Department of General Surgery, Izmir Bozyaka Training and Researching Hospital. Izmir, Turkey
Received April 1st, 2009 - Accepted April 2nd, 2009
Biopsy; Cytology; Pancreas; Tuberculosis
Peripancreatic tuberculosis is rarely seen. It is more widespread in countries with high endemicity for tuberculosis than in developed countries and the immunocompromized population. It may mimic a carcinoma of the pancreas, acute pancreatitis or chronic pancreatitis, or present with biliary obstruction [1, 2].
Diagnosing pancreatic tuberculosis is often difficult. Histopathological or microbiological evaluation can confirm the etiology. Ultrasound, CT scan and endoscopic ultrasound (EUS), guided aspiration and definitive tissue diagnosis are feasible techniques. Image-guided FNA biopsy of the pancreas, a safe procedure, has an overall sensitivity of 64-98%, a specificity of 80-100% and a positive predictive value of 98.4-100%. When fine needle aspiration cytology (FNAC) and polymerase chain reaction (PCR) were combined, the sensitivity and specificity increased to 84% and 100%, respectively. EUS is today considered to be the most suitable investigative tool for differentiating a benign from a malignant pancreatic lesion. EUS provides an accurate and safe diagnosis without the risk, cost and time delay involved in an open biopsy or laparotomy. When not available, expensive investigations such as CECT and MRI with guided biopsy have to be resorted to. Exploratory laparotomy may be required in technically difficult cases due to the risk of injury to vessels in the vicinity of the mass [3, 4].

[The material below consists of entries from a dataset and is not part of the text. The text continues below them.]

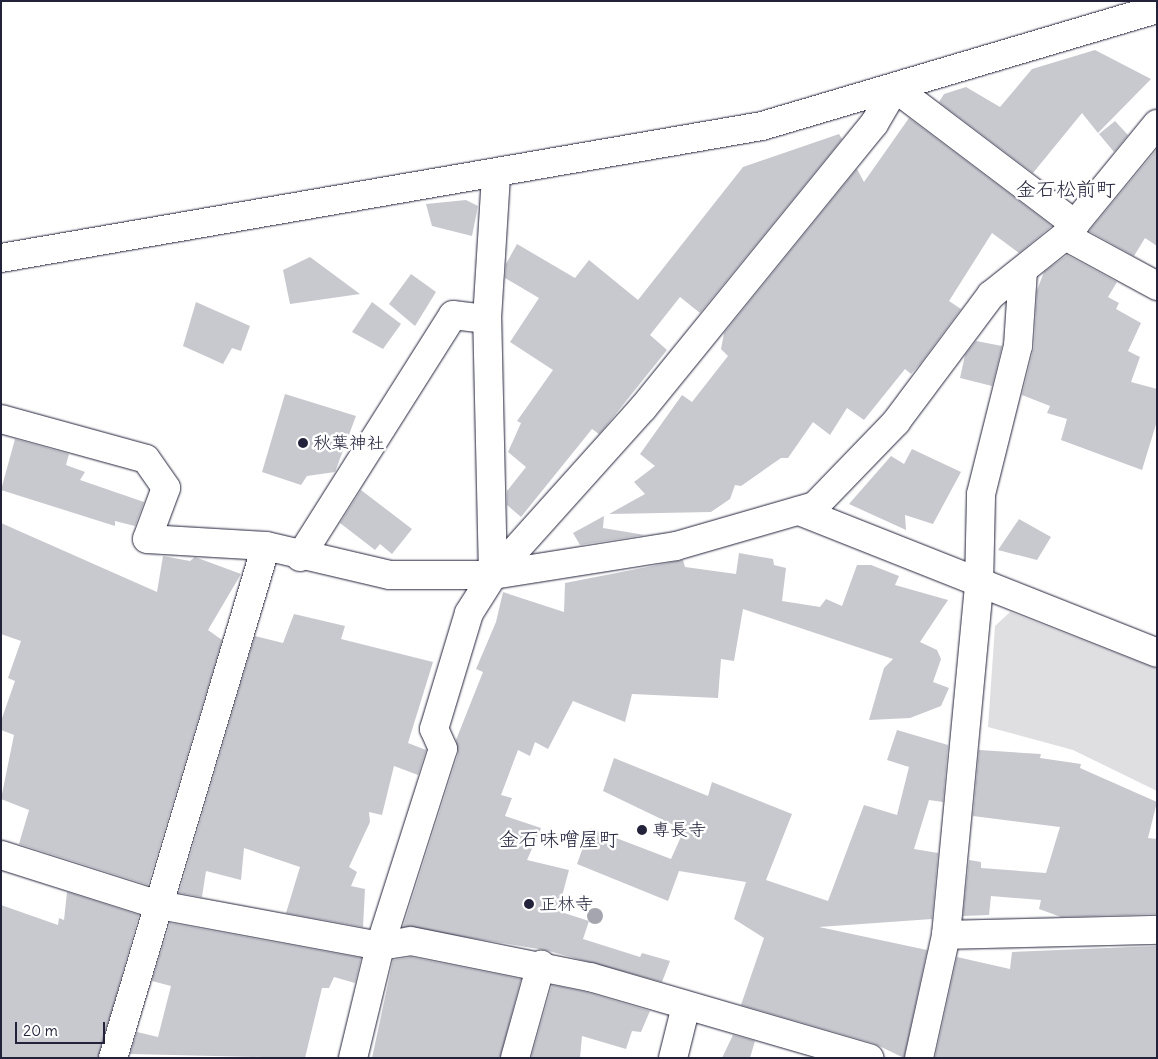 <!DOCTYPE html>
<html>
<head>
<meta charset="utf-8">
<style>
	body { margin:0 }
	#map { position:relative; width:1158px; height:1059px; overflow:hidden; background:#fff; font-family:Delius,"Klee One",sans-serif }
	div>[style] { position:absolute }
	.green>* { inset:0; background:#dfdfe2 }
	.building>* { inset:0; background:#c8c8cf }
	.roads { filter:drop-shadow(0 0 1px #22223b) drop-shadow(0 0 1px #22223b) }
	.street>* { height:28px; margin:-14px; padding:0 14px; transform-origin:14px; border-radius:14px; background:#fff }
	.secondary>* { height:28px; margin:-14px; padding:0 14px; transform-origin:14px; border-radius:14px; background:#fff }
	.trees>* { width:16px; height:16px; margin:-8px; border-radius:50%; background:#a5a5af }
	.dots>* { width:14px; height:14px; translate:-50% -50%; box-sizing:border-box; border:2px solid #fff; border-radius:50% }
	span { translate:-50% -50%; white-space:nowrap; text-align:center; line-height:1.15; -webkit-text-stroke:5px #fff; paint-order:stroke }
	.poi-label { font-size:18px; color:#22223b }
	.left { translate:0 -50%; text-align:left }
	.quarter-label { font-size:20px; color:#22223b }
	.frame { position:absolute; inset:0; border:2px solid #22223b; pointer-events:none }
	.scale { position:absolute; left:15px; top:1022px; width:90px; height:22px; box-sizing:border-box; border:2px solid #22223b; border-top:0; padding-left:6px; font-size:15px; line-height:18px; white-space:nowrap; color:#22223b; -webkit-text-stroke:4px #fff; paint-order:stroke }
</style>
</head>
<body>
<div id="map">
	<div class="green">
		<i style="clip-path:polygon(1010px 612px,1157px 669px,1157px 791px,1073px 750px,988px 727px,995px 626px)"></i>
	</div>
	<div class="building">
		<i style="clip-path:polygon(1095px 50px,1151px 79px,1098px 133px,1082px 113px,1033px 173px,939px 102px,944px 94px,966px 87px,1000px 107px,1032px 69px)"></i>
		<i style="clip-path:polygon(909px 118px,1052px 226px,1019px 253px,992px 233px,949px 301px,961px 309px,920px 364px,911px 374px,905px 369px,864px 420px,847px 408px,830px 435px,813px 422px,788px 458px,781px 458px,741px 486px,735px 485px,730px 499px,711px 512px,609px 514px,645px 494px,634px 482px,655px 466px,640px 454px,682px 395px,692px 402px,728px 356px,721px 349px,724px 333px,857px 169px,864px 182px)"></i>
		<i style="clip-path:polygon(1115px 121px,1128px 135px,1114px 152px,1099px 134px)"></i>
		<i style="clip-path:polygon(839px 134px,842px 139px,700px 313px,680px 297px,650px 335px,667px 350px,606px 426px,599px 434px,592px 429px,521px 517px,507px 505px,507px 491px,526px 467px,508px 452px,521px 423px,517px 421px,553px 370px,510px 342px,539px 298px,505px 278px,506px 264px,517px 244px,575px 278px,589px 260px,638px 300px,743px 167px)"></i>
		<i style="clip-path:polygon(1157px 149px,1157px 246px,1145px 238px,1134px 256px,1089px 231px)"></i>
		<i style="clip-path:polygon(466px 200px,478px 206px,472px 236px,432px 226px,426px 204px)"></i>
		<i style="clip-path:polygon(1067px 255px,1117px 282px,1108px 297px,1119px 303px,1116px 309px,1141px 323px,1128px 351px,1140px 357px,1131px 382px,1157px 389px,1157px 421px,1142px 470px,1061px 440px,1067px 419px,1047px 413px,1050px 406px,1022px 395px,1034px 347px,1037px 290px,1044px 272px)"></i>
		<i style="clip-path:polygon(310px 257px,360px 294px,290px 304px,283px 270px)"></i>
		<i style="clip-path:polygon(411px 274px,436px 292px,415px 326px,389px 304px)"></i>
		<i style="clip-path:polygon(196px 302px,250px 326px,241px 351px,232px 348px,223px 364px,183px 346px)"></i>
		<i style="clip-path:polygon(372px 302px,401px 324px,383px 349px,352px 332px)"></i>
		<i style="clip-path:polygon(976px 341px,1002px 346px,992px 386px,960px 378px,965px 355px)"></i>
		<i style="clip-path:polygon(285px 394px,356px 416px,335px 472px,307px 476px,301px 485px,262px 472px)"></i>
		<i style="clip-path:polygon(15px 439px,69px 454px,66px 465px,85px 472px,80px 480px,144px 502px,135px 526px,115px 521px,115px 526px,1px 490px)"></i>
		<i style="clip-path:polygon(912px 449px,961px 472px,933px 524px,905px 515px,906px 530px,849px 504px,891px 456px,904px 464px)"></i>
		<i style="clip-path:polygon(361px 490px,412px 529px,392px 554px,380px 544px,375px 550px,340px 523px)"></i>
		<i style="clip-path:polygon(604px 516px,603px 528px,645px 535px,580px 545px,573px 533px)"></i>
		<i style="clip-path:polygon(1019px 519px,1051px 537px,1037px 560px,998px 550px)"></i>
		<i style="clip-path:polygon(1px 523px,157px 592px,163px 556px,190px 561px,195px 557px,241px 574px,208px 630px,222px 640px,148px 885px,19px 844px,29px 810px,1px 799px,14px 735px,1px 730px,1px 721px,15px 681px,8px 678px,21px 641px,1px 634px)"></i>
		<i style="clip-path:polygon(739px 553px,773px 559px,774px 565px,786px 568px,782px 601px,820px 607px,826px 599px,842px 606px,857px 565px,871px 565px,899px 576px,895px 585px,948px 600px,920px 642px,937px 650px,941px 659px,933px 682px,949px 688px,941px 706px,910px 718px,869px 720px,884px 668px,893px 659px,743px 609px,734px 661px,721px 659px,718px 698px,632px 694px,625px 722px,573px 701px,548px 749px,535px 742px,530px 756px,518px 750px,501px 795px,512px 798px,505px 816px,541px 828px,527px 860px,569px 870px,558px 911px,589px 921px,583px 939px,640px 957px,642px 953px,670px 961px,662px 982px,545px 950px,403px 927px,458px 754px,456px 740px,483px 672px,476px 669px,496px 622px,503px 592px,564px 612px,565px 583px,683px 560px,685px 567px,736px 574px)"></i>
		<i style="clip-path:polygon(294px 614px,345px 626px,341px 639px,433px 662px,408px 743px,426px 750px,418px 775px,394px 766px,382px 815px,369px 812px,370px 822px,349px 867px,357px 872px,351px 886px,365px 889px,363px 927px,286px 913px,300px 867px,244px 848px,241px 880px,206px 871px,202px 897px,179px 893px,255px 636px,283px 643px)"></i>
		<i style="clip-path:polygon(897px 730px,948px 745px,943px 802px,929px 800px,914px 849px,938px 853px,932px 919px,819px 927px,927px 950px,904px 1058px,873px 1043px,741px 1005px,764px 938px,734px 919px,746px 882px,679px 871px,668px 901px,577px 864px,590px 828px,671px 859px,684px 830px,603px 791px,614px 758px,708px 796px,712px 782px,792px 814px,766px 880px,828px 901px,864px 805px,897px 815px,909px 767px,887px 760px)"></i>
		<i style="clip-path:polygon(979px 750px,1041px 754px,1040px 758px,1081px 764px,1080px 768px,1157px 802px,1148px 838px,1157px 839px,1157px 914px,1061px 917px,1039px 909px,1041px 900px,991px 896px,989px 915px,963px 916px,969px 860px,981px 862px,981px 868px,1046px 873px,1060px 827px,973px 816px)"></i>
		<i style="clip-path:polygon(67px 892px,139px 915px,98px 1058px,1px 1058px,1px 905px,58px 925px,59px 918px,64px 920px)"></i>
		<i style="clip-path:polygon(170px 923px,361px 958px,355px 983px,334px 977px,329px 988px,322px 988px,305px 1058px,130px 1054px,137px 1032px,158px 1037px,171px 986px,152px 981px)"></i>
		<i style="clip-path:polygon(1157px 946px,1157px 1058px,935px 1058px,957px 957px,1010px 969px,1012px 952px)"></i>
		<i style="clip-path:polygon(411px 957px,521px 979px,500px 1058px,372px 1058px,393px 960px)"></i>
		<i style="clip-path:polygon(552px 985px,586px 992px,650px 1011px,641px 1032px,632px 1031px,626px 1049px,582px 1036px,580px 1058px,531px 1058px)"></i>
		<i style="clip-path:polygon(733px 1035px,755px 1041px,750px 1058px,722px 1058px)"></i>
	</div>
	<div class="roads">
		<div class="street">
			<i style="left:1065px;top:236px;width:105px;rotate:28.5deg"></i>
			<i style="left:1px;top:419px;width:150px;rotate:15.4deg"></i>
			<i style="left:146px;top:459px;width:35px;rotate:55deg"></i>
			<i style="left:166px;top:488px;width:54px;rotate:110.4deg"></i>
			<i style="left:147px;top:539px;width:119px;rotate:3.4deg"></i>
			<i style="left:266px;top:546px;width:127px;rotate:13.2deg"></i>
			<i style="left:390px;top:575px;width:103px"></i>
			<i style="left:493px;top:575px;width:185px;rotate:-9deg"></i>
			<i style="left:676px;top:546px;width:145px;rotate:-16.1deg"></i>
			<i style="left:815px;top:506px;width:117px;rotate:-46deg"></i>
			<i style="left:896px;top:422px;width:159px;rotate:-53.2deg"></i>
			<i style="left:991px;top:295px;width:95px;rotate:-38.6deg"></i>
			<i style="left:1065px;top:236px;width:145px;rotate:-50.6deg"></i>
			<i style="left:799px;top:511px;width:385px;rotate:21.6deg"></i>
			<i style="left:300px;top:557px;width:286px;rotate:-57.7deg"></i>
			<i style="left:453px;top:315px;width:34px;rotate:7deg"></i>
			<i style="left:493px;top:575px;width:256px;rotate:-91.3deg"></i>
			<i style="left:487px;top:319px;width:145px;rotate:-86.4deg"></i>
			<i style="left:1px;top:855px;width:166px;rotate:17.6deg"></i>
			<i style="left:159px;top:905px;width:225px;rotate:10.5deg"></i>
			<i style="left:380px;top:946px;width:31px;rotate:-9deg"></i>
			<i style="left:411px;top:941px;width:183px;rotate:11.4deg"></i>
			<i style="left:590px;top:977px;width:291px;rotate:16.2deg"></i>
			<i style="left:946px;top:935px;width:211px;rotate:-1.4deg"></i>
			<i style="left:113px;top:1058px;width:534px;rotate:-73.36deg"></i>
			<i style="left:353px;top:1058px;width:115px;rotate:-76.4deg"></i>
			<i style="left:380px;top:946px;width:207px;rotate:-72.3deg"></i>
			<i style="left:443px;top:749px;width:22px;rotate:-114deg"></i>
			<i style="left:434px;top:729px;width:121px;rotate:-73.2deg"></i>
			<i style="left:469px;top:613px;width:45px;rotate:-57.7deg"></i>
			<i style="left:493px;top:575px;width:224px;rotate:-48.1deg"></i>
			<i style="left:643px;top:408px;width:366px;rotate:-50.9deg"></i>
			<i style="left:874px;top:124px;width:42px;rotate:-59.7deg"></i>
			<i style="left:895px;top:88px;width:226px;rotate:37.1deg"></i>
			<i style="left:515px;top:1058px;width:97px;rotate:-74.4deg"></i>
			<i style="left:673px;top:1058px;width:54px;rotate:-76deg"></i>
			<i style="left:919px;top:1058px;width:126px;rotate:-77.6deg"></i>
			<i style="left:946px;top:935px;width:352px;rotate:-84.6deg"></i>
			<i style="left:979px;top:585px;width:91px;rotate:-88.7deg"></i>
			<i style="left:981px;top:494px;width:153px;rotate:-76deg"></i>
			<i style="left:1018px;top:346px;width:75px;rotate:-86.2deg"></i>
		</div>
		<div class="secondary">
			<i style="left:1px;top:258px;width:772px;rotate:-9.84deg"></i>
			<i style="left:762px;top:126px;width:412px;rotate:-16.5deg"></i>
		</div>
	</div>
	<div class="trees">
		<i style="left:595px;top:916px"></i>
	</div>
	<div class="dots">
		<i style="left:303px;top:443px;background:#22223b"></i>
		<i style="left:642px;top:830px;background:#22223b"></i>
		<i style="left:529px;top:904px;background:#22223b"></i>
	</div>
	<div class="poi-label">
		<span class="left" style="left:313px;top:443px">秋葉神社</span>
		<span class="left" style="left:652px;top:830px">専長寺</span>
		<span class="left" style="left:539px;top:904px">正林寺</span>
	</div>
	<div class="quarter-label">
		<span style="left:1066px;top:188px">金石松前町</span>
		<span style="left:559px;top:838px">金石味噌屋町</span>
	</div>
	<div class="frame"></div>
	<div class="scale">20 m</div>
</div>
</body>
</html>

In the article published by Tewari et al. in the March 2009 issue of Journal of the Pancreas (JOP) , a 70- year-old woman presented to the hospital with complaints of abdominal pain and vomiting, and mild jaundice. Ultrasound, computed tomography and ERCP revealed intrahepatic biliary radical dilatation and a dilated common bile duct and with no lymph nodal involvement. Upper gastrointestinal endoscopy revealed a slightly deformed ampulla, with a suspected growth, but its biopsy was unremarkable. In the presence of these findings, wide local excision of the ampullary growth under general anesthesia was proposed, but a Whipple pancreaticoduodenectomy was performed instead because the patient was in poor condition with a compromised nutritional state
The article successfully concluded that local excision of the lesion of the ampulla in their patient was satisfactory and it was recommended as a general therapeutic approach for the elderly with poor performance status. Nevertheless, it is known that peripancreatic tuberculosis is a benign disease and can be treated medically. At the present day, even conditions which require serious surgical intervention can be treated with minimal invasive surgical procedures. In such patients, particularly in endemic areas, the need for repeated aspiration and definitive biopsies, accompanied by ERCP, ultrasonography, CT and EUS should be pointed out. Emphasis on the need for preoperative FNAC and tissue biopsy will help avoid unnecessary surgical intervention for many patients and the morbidity and mortality of serious operations, such as wide local excision of the ampulla of Vater or pancreaticoduodenectomy. It will also play a significant role in patient survival.
In conclusion, isolated pancreatic tuberculosis is a rare entity and can be clinically elusive. An experienced eye is required to diagnose peripancreatic tuberculosis based on clinical and laboratory features. Fine needle aspiration cytology and definitive biopsy are the primary techniques used for reaching a definitive diagnosis and avoiding surgerical complications in people living in an endemic area who present with pancreatic mass lesions and an obstructed biliary system. The possibility of tuberculosis should be considered in making a differential diagnosis when a tumoral mass is located in the peripancreatic region.